Andei até minha sala onde, na parede, havia um quadro de recados. Já estava na hora de esquematizar toda a informação que eu tinha. Comecei a anotar no quadro tudo o que eu sabia.
1. Tudo estava de alguma maneira, relacionado à Petúnia, a jornalista;
2. Morte no beco: De alguma forma a pessoa que levou o cadáver passou despercebida, ou a vítima poderia estar viva até pouco tempo antes de ser encontrada. Havia possibilidade de a vítima ter se deslocado até lá por livre e espontânea vontade;
3. Morte no cinema: Alguém colocou um cadáver dentro do cinema e saiu sem que fosse percebido, havia engenhosidade no esquema;
4. Morte do floricultor: Executado por saber mais do que deveria. Sua filha não tinha informações sobre o assassino, mas Yamma o vira, o que significava que ele teve algum contato com o floricultor.
5. Morte de Lia: Acidente de carro. Talvez o assassino estivesse a conduzir o caminhão, mas poderia ter sido puro acaso.
6. Morte da mãe de Miguel: Morava em um local distante, mas algo a trouxe à cidade. Seu cadáver estava fresco.
7. Morte de Naila: Clara “queima de arquivo”.
8. Morte do funcionário de Naila: “Queima de arquivo”.

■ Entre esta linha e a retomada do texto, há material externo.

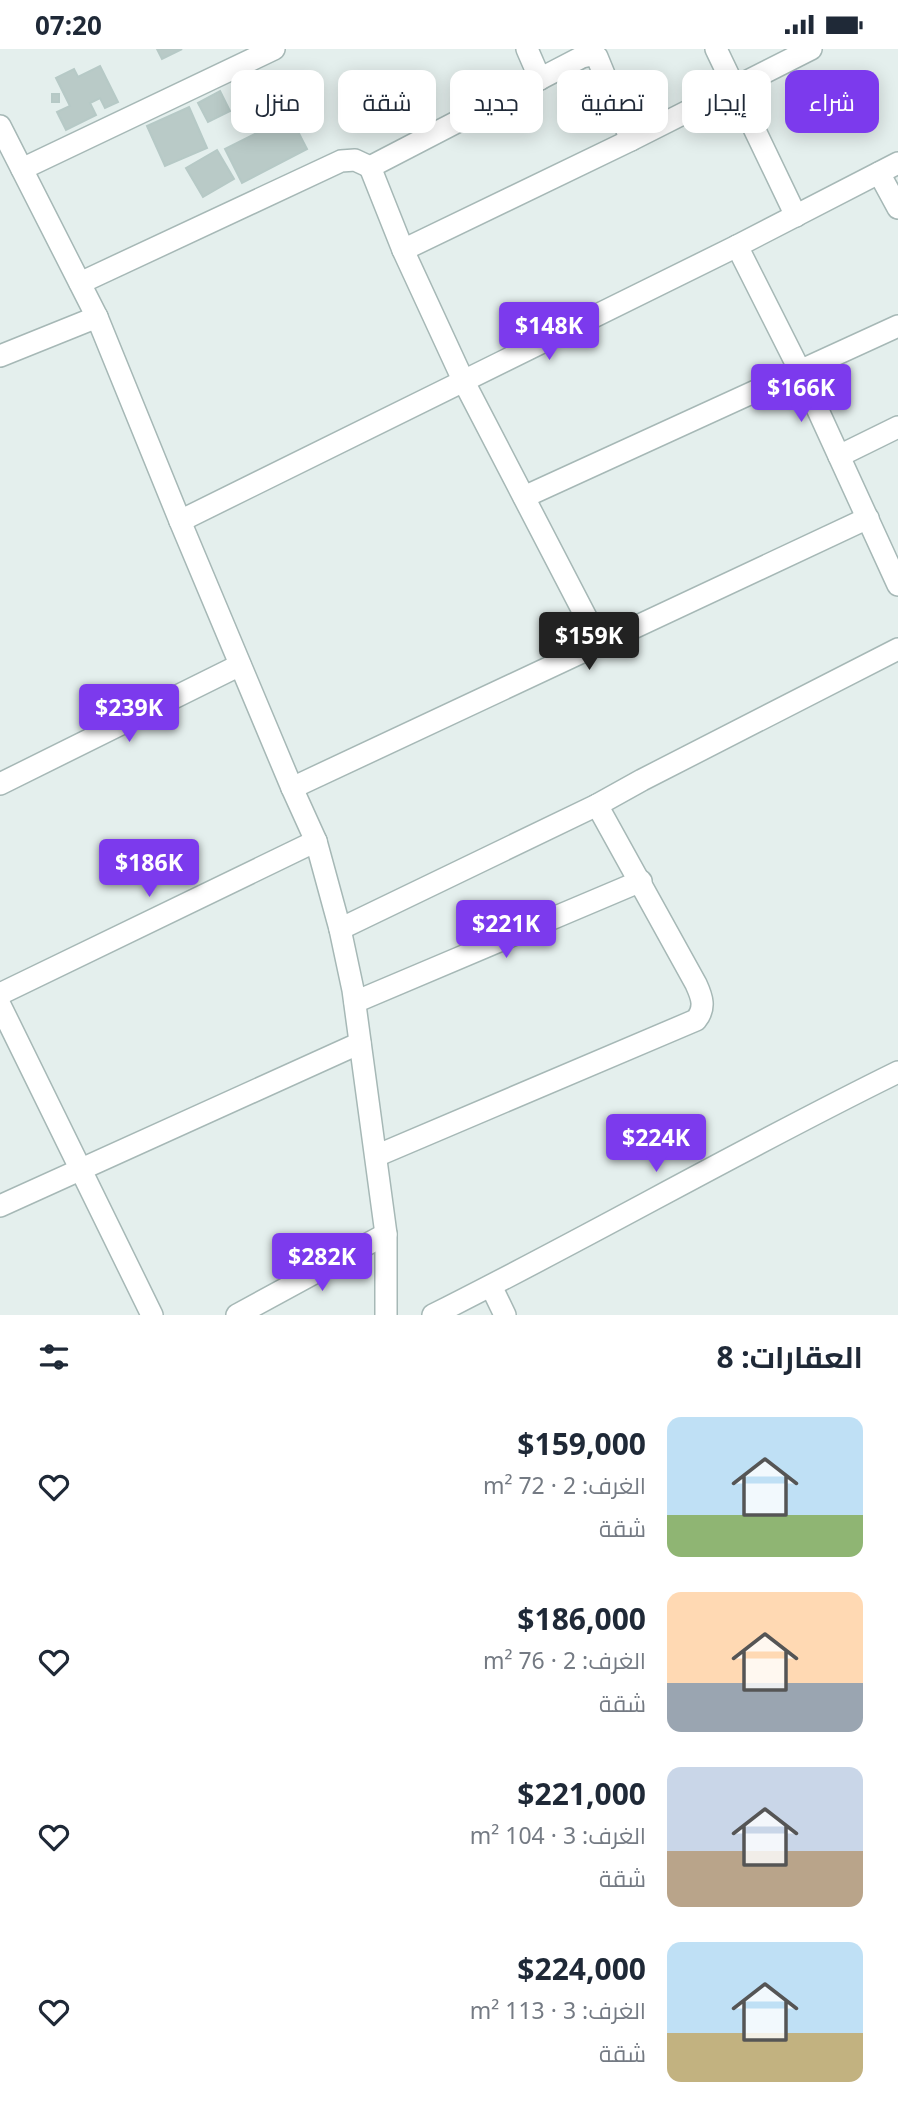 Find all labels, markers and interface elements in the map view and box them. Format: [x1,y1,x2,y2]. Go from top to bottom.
text: 07:20 [35,7,102,43]
chip: منزل [231,70,324,133]
chip: شقة [338,70,436,133]
chip: جديد [450,70,543,133]
chip: تصفية [557,70,668,133]
chip: إيجار [682,70,771,133]
chip: شراء [785,70,879,133]
pin: $148K [500,303,598,362]
text: $148K [515,309,583,341]
pin: $166K [752,365,850,424]
text: $166K [767,371,835,403]
pin: $159K [540,613,638,672]
text: $159K [555,619,623,651]
pin: $239K [80,685,178,744]
text: $239K [95,691,163,723]
pin: $186K [100,839,198,899]
text: $186K [115,846,183,878]
pin: $221K [457,901,555,960]
text: $221K [472,907,540,939]
pin: $224K [607,1115,705,1174]
text: $224K [622,1121,690,1153]
pin: $282K [273,1233,371,1293]
text: $282K [288,1240,356,1272]
text: العقارات: 8 [716,1336,863,1377]
icon: filters [35,1338,73,1376]
text: $159,000 [517,1423,646,1464]
icon: home [723,1445,807,1529]
icon: heart [35,1468,73,1506]
text: الغرف: 2 · 72 m² [483,1469,646,1501]
text: شقة [599,1512,646,1544]
text: $186,000 [517,1598,646,1639]
icon: home [723,1620,807,1704]
icon: heart [35,1643,73,1681]
text: الغرف: 2 · 76 m² [483,1644,646,1676]
text: شقة [599,1687,646,1719]
text: $221,000 [517,1773,646,1814]
icon: home [723,1795,807,1879]
icon: heart [35,1818,73,1856]
text: الغرف: 3 · 104 m² [470,1819,646,1851]
text: شقة [599,1862,646,1894]
text: $224,000 [517,1948,646,1989]
icon: home [723,1970,807,2054]
icon: heart [35,1993,73,2031]
text: الغرف: 3 · 113 m² [470,1994,646,2026]
text: شقة [599,2037,646,2069] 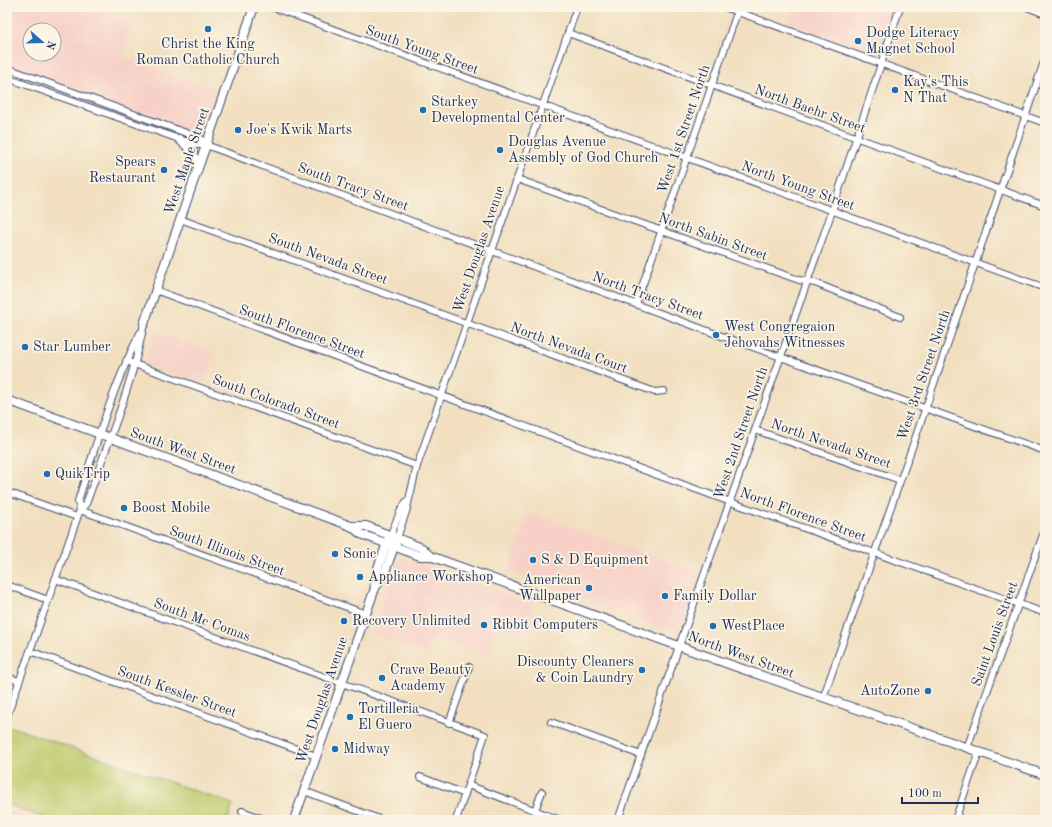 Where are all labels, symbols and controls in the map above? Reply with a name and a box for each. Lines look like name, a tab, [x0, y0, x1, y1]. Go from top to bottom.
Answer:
north arrow	[22, 22, 62, 62]
street label: South Young Street	[364, 23, 481, 77]
marker: Christ the King Roman Catholic Church	[203, 24, 213, 34]
place label: Dodge Literacy Magnet School	[866, 26, 960, 56]
marker: Dodge Literacy Magnet School	[853, 36, 863, 46]
place label: Christ the King Roman Catholic Church	[136, 37, 280, 67]
text: N	[43, 39, 57, 51]
street label: West 1st Street North	[655, 63, 713, 195]
place label: Kay's This N That	[903, 75, 969, 105]
street label: North Baehr Street	[752, 82, 868, 136]
marker: Kay's This N That	[890, 85, 900, 95]
place label: Starkey Developmental Center	[431, 95, 565, 125]
marker: Starkey Developmental Center	[418, 105, 428, 115]
street label: West Maple Street	[162, 106, 212, 216]
place label: Joe's Kwik Marts	[246, 123, 352, 137]
marker: Joe's Kwik Marts	[233, 125, 243, 135]
place label: Douglas Avenue Assembly of God Church	[508, 135, 659, 165]
marker: Douglas Avenue Assembly of God Church	[495, 145, 505, 155]
place label: Spears Restaurant	[89, 155, 156, 185]
street label: North Young Street	[739, 159, 857, 213]
street label: South Tracy Street	[296, 160, 410, 214]
marker: Spears Restaurant	[159, 165, 169, 175]
street label: West Douglas Avenue	[451, 184, 507, 314]
street label: North Sabin Street	[657, 211, 770, 263]
street label: South Nevada Street	[266, 231, 390, 287]
street label: North Tracy Street	[591, 269, 705, 323]
street label: South Florence Street	[237, 303, 367, 361]
street label: West 3rd Street North	[895, 308, 953, 442]
street label: North Nevada Court	[509, 320, 630, 376]
place label: West Congregaion Jehovahs Witnesses	[724, 320, 845, 350]
marker: West Congregaion Jehovahs Witnesses	[711, 330, 721, 340]
place label: Star Lumber	[33, 340, 111, 354]
marker: Star Lumber	[20, 342, 30, 352]
street label: West 2nd Street North	[712, 365, 770, 501]
street label: South Colorado Street	[210, 372, 342, 432]
street label: North Nevada Street	[769, 417, 893, 471]
street label: South West Street	[128, 425, 238, 477]
place label: QuikTrip	[55, 467, 110, 481]
marker: QuikTrip	[42, 469, 52, 479]
street label: North Florence Street	[738, 486, 868, 544]
place label: Boost Mobile	[132, 501, 210, 515]
marker: Boost Mobile	[119, 503, 129, 513]
street label: South Illinois Street	[167, 524, 287, 578]
place label: Sonic	[343, 547, 376, 561]
marker: Sonic	[330, 549, 340, 559]
place label: S & D Equipment	[541, 553, 649, 567]
marker: S & D Equipment	[528, 555, 538, 565]
place label: Appliance Workshop	[368, 570, 493, 584]
marker: Appliance Workshop	[355, 572, 365, 582]
place label: American Wallpaper	[519, 573, 581, 603]
street label: Saint Louis Street	[970, 580, 1020, 688]
marker: American Wallpaper	[584, 583, 594, 593]
place label: Family Dollar	[673, 589, 757, 603]
marker: Family Dollar	[660, 591, 670, 601]
street label: South Mc Comas	[152, 596, 252, 644]
place label: Recovery Unlimited	[352, 614, 471, 628]
marker: Recovery Unlimited	[339, 616, 349, 626]
place label: Ribbit Computers	[492, 618, 598, 632]
place label: WestPlace	[721, 619, 785, 633]
marker: Ribbit Computers	[479, 620, 489, 630]
marker: WestPlace	[708, 621, 718, 631]
street label: North West Street	[686, 629, 796, 681]
street label: West Douglas Avenue	[294, 635, 350, 765]
place label: Discounty Cleaners & Coin Laundry	[517, 655, 635, 685]
place label: Crave Beauty Academy	[390, 663, 472, 693]
street label: South Kessler Street	[116, 664, 239, 720]
marker: Discounty Cleaners & Coin Laundry	[637, 665, 647, 675]
marker: Crave Beauty Academy	[377, 673, 387, 683]
place label: AutoZone	[860, 684, 920, 698]
marker: AutoZone	[923, 686, 933, 696]
place label: Tortilleria El Guero	[358, 702, 419, 732]
marker: Tortilleria El Guero	[345, 712, 355, 722]
place label: Midway	[343, 742, 391, 756]
marker: Midway	[330, 744, 340, 754]
scale bar	[902, 779, 978, 805]
text: 100 m	[908, 788, 942, 800]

9. Morte do informante de Nia: “Queima de arquivo”.
Certo, todas as mortes estavam ali? Parecia-me que sim, era necessário pensar em cada morte e em como o assassino agia. Pensar mais, pensar além. Peguei um bloco de notas e comecei a anotar algumas considerações relacionadas a cada morte.

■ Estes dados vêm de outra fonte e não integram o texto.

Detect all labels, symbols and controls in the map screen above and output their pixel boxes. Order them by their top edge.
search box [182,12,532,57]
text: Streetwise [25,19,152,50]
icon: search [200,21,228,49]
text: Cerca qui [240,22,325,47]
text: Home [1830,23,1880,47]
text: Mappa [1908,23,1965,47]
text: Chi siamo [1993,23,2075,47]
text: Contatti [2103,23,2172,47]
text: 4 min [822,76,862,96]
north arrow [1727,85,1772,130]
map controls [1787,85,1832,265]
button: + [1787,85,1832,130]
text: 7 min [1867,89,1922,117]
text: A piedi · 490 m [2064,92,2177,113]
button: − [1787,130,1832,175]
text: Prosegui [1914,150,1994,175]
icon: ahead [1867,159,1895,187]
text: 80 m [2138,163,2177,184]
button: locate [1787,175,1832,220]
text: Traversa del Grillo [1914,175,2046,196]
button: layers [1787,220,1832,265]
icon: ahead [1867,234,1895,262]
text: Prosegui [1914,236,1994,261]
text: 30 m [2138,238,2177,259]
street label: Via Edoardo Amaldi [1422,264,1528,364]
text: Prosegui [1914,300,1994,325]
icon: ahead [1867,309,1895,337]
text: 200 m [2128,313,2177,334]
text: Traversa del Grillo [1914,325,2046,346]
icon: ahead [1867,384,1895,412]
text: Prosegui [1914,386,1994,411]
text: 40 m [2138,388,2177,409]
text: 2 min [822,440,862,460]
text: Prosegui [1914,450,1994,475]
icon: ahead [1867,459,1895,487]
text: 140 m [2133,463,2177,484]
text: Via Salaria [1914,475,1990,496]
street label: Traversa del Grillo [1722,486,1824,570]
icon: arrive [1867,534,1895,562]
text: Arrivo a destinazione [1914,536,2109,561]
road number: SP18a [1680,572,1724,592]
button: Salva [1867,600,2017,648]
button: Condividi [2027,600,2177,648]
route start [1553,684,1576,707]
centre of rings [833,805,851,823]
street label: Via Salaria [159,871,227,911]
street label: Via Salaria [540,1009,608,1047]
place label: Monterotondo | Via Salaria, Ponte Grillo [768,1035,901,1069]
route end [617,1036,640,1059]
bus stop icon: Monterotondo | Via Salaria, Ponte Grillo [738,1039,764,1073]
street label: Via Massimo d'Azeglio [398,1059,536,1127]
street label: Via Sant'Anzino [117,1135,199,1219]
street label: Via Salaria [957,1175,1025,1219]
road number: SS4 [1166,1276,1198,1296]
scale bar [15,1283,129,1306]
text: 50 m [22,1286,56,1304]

1. Se alguém queria chamar a atenção da jornalista, quais poderiam ser os motivos?
Ela era uma jornalista. Era comum que alguns assassinos em série fossem pessoas egocêntricas que desejavam a atenção da imprensa para seus feitos. No entanto, por que o assassino escolheria Nia? Quisera ele que seu trabalho fosse exibido no jornal? Por isso a morte “9”? Nia recebia relatórios da perícia, ela poderia escrever com detalhes.

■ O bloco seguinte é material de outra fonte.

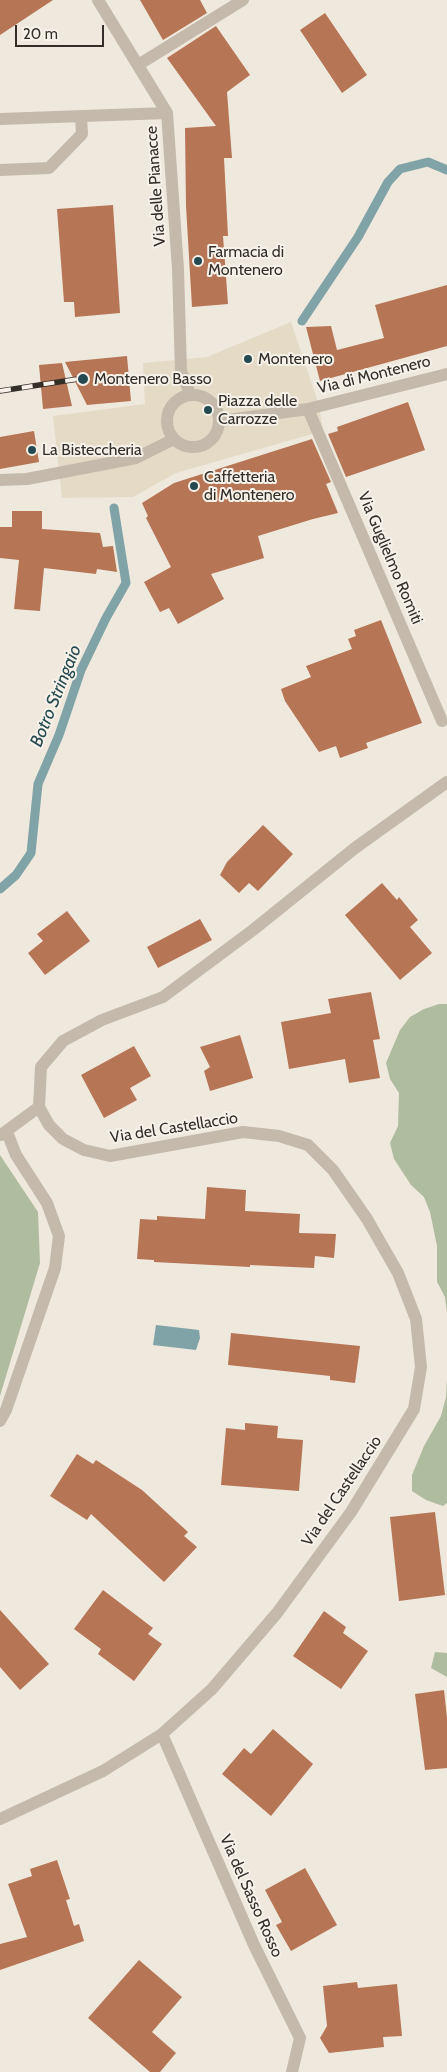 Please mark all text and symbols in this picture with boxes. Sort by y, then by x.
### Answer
scale bar [18,15,106,47]
text: 20 m [23,25,58,43]
street label: Via delle Pianacce [142,125,170,247]
place label: Farmacia di Montenero [208,242,284,280]
marker: Farmacia di Montenero [192,255,204,267]
place label: Montenero [258,349,333,369]
street label: Via di Montenero [316,352,432,398]
marker: Montenero [242,353,254,365]
place label: Montenero Basso [94,369,212,389]
marker: Montenero Basso [76,372,90,386]
place label: Piazza delle Carrozze [218,391,297,429]
marker: Piazza delle Carrozze [202,404,214,416]
place label: La Bisteccheria [42,440,142,460]
marker: La Bisteccheria [26,444,38,456]
place label: Caffetteria di Montenero [204,467,295,505]
marker: Caffetteria di Montenero [188,480,200,492]
street label: Via Guglielmo Romiti [353,489,427,627]
water label: Botro Stringaio [26,642,86,750]
street label: Via del Castellaccio [109,1108,239,1148]
street label: Via del Castellaccio [298,1432,386,1550]
street label: Via del Sasso Rosso [215,1832,287,1960]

Mas era preciso considerar outras possibilidades. Se o maior sonho de Nia era ser uma grande jornalista, o caso de um assassino em série alavancaria sua carreira. Deste ponto de vista, Petúnia poderia ser a assassina, mas não era viável pensar assim, pois ela tinha álibis incontestáveis, inclusive minha própria presença.
Existia o “fator Isac” e sua impactante revelação. Ele a amava e seria capaz de ajudá-la como pudesse. Segundo as informações ele não estivera no bar, mas estivera no shopping na noite do assassinato no cinema. Estava com Nia quando ela recebeu o buquê e foi quem levou Lia à festa do jornal. Como amigo próximo, era possível que ele soubesse que Petúnia recebia informações da polícia. Mas, como Isac teria acesso à mãe de Miguel?
E, havia a possibilidade de alguém odiar Nia a ponto de matar pessoas para prejudicá-la de alguma maneira. A questão era “por quê?”.
Servi mais vinho na taça, me acomodei no sofá e coloquei o bloco sobre o colo. Olhei para a tela em uma parede: um cigano na praia trajando apenas calças.
Suspirei. Tomei um gole do vinho desfrutando ao máximo seu sabor.
Peguei novamente o bloco de anotações.
1. Se alguém queria chamar a atenção da jornalista, quais poderiam ser os motivos?
a) Ego;
b) Amor;
c) Ódio.
2. Morte no beco. Nia e Miguel foram ao beco para troca de intimidades que não poderiam ocorrer em público sem chamar atenção. O local era escuro, mas no canto no qual o cadáver fora colocado a iluminação era impossível, a equipe de perícia usou iluminação artificial para a remoção do cadáver. Sinceramente, o que poderia ter ocorrido? Havia inúmeras possibilidades.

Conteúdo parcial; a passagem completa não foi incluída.